Assignment —
Determine how many lines of the listing below include the string "linejoin". Output the number and nothing more.

----

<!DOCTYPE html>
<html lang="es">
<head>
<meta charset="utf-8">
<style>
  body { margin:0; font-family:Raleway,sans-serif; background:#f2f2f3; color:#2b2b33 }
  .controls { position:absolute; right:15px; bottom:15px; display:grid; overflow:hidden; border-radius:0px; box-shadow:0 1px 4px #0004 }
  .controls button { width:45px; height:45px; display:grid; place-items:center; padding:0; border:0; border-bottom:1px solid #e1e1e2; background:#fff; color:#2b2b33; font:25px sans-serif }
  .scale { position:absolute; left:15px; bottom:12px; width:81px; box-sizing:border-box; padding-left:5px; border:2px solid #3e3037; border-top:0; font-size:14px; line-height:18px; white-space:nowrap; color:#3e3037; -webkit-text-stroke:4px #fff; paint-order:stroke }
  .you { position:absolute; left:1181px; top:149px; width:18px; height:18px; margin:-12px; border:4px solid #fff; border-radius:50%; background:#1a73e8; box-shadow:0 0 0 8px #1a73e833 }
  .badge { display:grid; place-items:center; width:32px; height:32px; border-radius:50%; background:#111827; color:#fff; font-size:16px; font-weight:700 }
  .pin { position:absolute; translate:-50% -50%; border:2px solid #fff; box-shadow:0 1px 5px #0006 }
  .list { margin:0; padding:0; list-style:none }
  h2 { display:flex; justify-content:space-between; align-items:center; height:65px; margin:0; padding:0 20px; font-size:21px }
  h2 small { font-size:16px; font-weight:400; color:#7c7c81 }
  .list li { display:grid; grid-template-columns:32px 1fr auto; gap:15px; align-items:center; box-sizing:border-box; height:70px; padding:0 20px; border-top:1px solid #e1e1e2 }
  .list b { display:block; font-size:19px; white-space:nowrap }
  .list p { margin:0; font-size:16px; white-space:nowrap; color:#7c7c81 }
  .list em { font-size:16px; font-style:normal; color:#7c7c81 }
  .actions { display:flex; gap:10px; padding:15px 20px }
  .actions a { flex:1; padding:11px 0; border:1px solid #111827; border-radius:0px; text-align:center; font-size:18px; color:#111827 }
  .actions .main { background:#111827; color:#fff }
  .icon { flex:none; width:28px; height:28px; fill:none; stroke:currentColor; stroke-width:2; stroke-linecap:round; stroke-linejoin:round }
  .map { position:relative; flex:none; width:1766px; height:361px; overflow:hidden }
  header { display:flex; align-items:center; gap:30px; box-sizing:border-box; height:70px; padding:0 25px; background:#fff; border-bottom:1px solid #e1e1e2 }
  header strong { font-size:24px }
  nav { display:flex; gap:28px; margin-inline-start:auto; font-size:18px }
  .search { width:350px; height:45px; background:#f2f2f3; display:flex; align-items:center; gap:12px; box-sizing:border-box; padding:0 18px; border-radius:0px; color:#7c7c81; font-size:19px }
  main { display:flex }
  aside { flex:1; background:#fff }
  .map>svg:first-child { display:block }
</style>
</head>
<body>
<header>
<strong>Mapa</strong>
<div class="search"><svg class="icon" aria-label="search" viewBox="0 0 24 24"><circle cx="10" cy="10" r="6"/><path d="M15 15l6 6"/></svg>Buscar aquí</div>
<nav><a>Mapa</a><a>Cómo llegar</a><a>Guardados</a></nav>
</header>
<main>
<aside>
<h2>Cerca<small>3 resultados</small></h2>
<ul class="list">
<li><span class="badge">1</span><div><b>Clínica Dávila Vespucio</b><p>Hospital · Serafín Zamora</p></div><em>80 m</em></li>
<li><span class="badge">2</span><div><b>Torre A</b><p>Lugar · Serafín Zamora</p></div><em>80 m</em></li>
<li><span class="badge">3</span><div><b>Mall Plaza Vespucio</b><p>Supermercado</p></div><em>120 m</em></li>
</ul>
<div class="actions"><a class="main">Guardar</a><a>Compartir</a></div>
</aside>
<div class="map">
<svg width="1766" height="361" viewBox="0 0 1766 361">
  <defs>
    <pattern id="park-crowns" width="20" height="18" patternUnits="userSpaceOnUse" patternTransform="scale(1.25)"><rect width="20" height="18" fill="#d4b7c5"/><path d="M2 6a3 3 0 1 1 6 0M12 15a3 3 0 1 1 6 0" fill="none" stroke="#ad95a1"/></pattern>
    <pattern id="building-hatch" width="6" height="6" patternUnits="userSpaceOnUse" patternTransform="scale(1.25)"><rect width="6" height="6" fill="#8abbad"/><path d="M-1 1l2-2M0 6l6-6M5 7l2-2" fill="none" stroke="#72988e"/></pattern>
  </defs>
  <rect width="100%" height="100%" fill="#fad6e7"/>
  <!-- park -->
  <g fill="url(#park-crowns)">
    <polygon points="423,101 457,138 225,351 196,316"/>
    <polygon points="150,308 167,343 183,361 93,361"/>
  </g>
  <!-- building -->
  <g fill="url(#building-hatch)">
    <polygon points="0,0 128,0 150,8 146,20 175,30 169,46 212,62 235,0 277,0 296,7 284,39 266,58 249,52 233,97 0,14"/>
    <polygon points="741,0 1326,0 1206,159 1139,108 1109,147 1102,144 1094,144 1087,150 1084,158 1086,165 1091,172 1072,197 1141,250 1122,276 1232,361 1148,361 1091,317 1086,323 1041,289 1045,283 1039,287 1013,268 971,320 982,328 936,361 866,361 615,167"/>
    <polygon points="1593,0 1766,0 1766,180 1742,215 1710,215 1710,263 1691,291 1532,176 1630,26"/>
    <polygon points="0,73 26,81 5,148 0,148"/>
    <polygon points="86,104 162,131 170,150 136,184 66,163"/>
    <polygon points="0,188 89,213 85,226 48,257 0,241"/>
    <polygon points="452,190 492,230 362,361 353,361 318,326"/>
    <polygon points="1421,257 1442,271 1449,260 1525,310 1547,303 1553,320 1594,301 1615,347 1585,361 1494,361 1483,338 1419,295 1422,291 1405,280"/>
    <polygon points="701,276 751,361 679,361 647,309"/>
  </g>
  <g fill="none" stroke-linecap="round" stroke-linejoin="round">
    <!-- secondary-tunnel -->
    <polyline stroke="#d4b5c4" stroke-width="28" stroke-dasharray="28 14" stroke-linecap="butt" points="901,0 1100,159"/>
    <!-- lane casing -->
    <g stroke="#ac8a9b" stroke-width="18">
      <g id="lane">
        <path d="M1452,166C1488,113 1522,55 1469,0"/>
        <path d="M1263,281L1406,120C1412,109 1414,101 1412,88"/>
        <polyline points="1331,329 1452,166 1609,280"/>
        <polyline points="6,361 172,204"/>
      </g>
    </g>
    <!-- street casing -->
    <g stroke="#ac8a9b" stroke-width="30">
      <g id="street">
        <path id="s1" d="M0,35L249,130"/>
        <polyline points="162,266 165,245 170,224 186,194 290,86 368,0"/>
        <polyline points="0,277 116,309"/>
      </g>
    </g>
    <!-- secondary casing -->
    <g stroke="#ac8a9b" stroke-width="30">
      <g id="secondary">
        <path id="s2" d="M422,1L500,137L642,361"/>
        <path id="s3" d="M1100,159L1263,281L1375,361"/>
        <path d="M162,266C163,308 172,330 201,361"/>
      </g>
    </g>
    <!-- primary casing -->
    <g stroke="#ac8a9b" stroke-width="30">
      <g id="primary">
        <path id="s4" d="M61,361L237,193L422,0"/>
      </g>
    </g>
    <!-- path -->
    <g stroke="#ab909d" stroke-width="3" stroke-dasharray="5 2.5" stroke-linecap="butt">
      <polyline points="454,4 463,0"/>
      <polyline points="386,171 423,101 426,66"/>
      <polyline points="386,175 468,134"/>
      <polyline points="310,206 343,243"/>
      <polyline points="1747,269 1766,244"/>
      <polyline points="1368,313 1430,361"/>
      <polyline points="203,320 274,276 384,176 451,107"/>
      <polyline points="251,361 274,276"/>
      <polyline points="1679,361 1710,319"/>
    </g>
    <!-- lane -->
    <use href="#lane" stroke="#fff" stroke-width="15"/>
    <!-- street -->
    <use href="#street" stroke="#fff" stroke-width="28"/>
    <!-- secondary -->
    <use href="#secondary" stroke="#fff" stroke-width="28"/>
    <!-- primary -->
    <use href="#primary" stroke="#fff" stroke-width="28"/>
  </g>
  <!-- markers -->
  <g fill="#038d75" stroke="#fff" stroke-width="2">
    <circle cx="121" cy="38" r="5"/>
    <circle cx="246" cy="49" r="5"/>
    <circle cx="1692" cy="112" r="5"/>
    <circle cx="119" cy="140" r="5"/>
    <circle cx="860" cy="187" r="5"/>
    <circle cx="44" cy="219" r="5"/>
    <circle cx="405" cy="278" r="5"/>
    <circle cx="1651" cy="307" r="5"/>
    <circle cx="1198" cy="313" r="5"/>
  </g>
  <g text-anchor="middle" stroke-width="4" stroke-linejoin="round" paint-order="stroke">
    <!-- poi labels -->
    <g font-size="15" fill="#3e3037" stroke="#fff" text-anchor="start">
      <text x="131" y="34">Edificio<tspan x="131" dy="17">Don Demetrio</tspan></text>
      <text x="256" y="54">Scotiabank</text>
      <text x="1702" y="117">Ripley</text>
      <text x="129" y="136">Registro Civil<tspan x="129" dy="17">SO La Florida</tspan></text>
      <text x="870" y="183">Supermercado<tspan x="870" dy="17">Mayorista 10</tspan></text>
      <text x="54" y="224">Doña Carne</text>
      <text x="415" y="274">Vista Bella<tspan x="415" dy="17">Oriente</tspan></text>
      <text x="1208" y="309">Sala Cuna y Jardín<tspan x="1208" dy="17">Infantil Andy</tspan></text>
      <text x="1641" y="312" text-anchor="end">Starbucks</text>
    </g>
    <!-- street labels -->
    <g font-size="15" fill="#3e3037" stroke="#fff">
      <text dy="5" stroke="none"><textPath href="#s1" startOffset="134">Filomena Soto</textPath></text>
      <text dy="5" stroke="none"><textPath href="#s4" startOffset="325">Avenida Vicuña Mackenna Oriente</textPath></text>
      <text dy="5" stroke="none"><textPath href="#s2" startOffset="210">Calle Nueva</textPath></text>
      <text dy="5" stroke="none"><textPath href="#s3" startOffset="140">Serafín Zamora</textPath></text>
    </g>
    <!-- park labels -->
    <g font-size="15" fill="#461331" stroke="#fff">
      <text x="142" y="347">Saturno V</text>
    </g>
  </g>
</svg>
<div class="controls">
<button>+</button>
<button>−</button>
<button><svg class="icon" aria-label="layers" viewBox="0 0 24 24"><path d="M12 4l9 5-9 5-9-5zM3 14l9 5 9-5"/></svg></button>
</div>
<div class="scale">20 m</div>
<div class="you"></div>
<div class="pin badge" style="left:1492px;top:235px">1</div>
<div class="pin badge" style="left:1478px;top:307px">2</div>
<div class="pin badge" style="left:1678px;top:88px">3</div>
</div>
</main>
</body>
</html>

----

Exercise response —
3